Malacañang is hopeful that the friendly relations between the Philippines and China will be able to resolve the ongoing tension at the Julian Felipe Reef.
Presidential Spokesman Harry Roque made the statement as the word war between Defense Secretary Delfin Lorenzana and the Chinese Embassy in Manila intensified after the former called China out for insisting that the Julian Felipe Reef, which they call the Niu’e Jiao, is part of their country.
In an interview with CNN Philippines, Roque said President Duterte stood behind Lorenzana’s remarks but hoped that the issue will be settled through friendly ties.
“The status right now is, under the qualified political doctrine, of course, the President stands by the statements of our Secretary of Defense. But I hasten to add that the President has been clear that this is not an issue that we need to war between friendly nations,” he told “The Source” on Monday.
“We’re hoping that our friendly relations will soon dissolve this latest impasse,” he added.
Last week, Lorenzana strongly reiterated the demand of the Philippine government to withdraw the remaining suspected Chinese militia vessels from the reef.
“I am no fool. The weather has been good so far, so they have no other reason to stay there. These vessels should be on their way out. Umalis na kayo diyan (Leave),” he said.

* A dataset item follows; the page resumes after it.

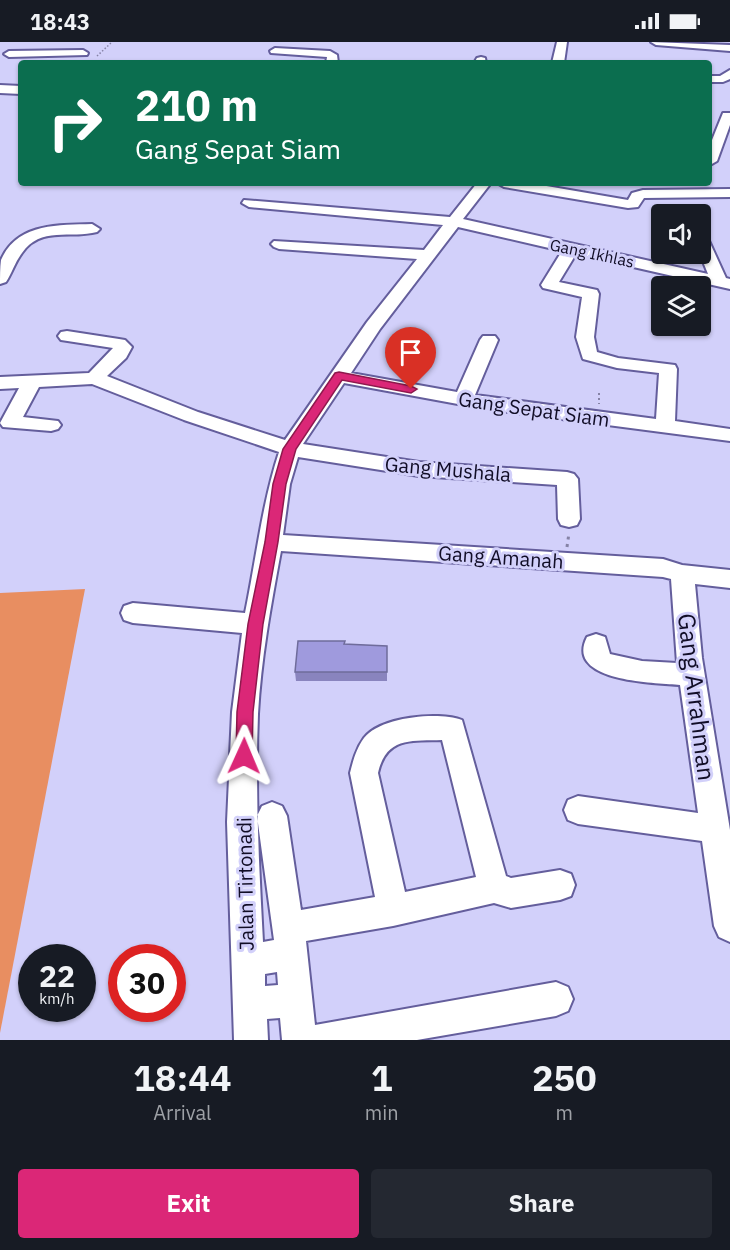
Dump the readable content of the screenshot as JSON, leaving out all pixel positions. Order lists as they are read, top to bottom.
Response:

In response, the Chinese Embassy in Manila wrote in a Facebook post that it was only normal for Chinese vessels to be in that part of the disputed waters which is some 180 nautical miles from Bataraza, Palawan because it is supposedly part of China.
“The Chinese Embassy has taken note of the perplexing statement by Philippine Defense Secretary on Chinese fishing vessels around Niu’e Jiao in the South China Sea… The Niu’e Jiao is part of China’s Nansha Islands. The waters around Niu’e Jiao has been a traditional fishing ground for Chinese fishermen for many years,” the Embassy’s post read.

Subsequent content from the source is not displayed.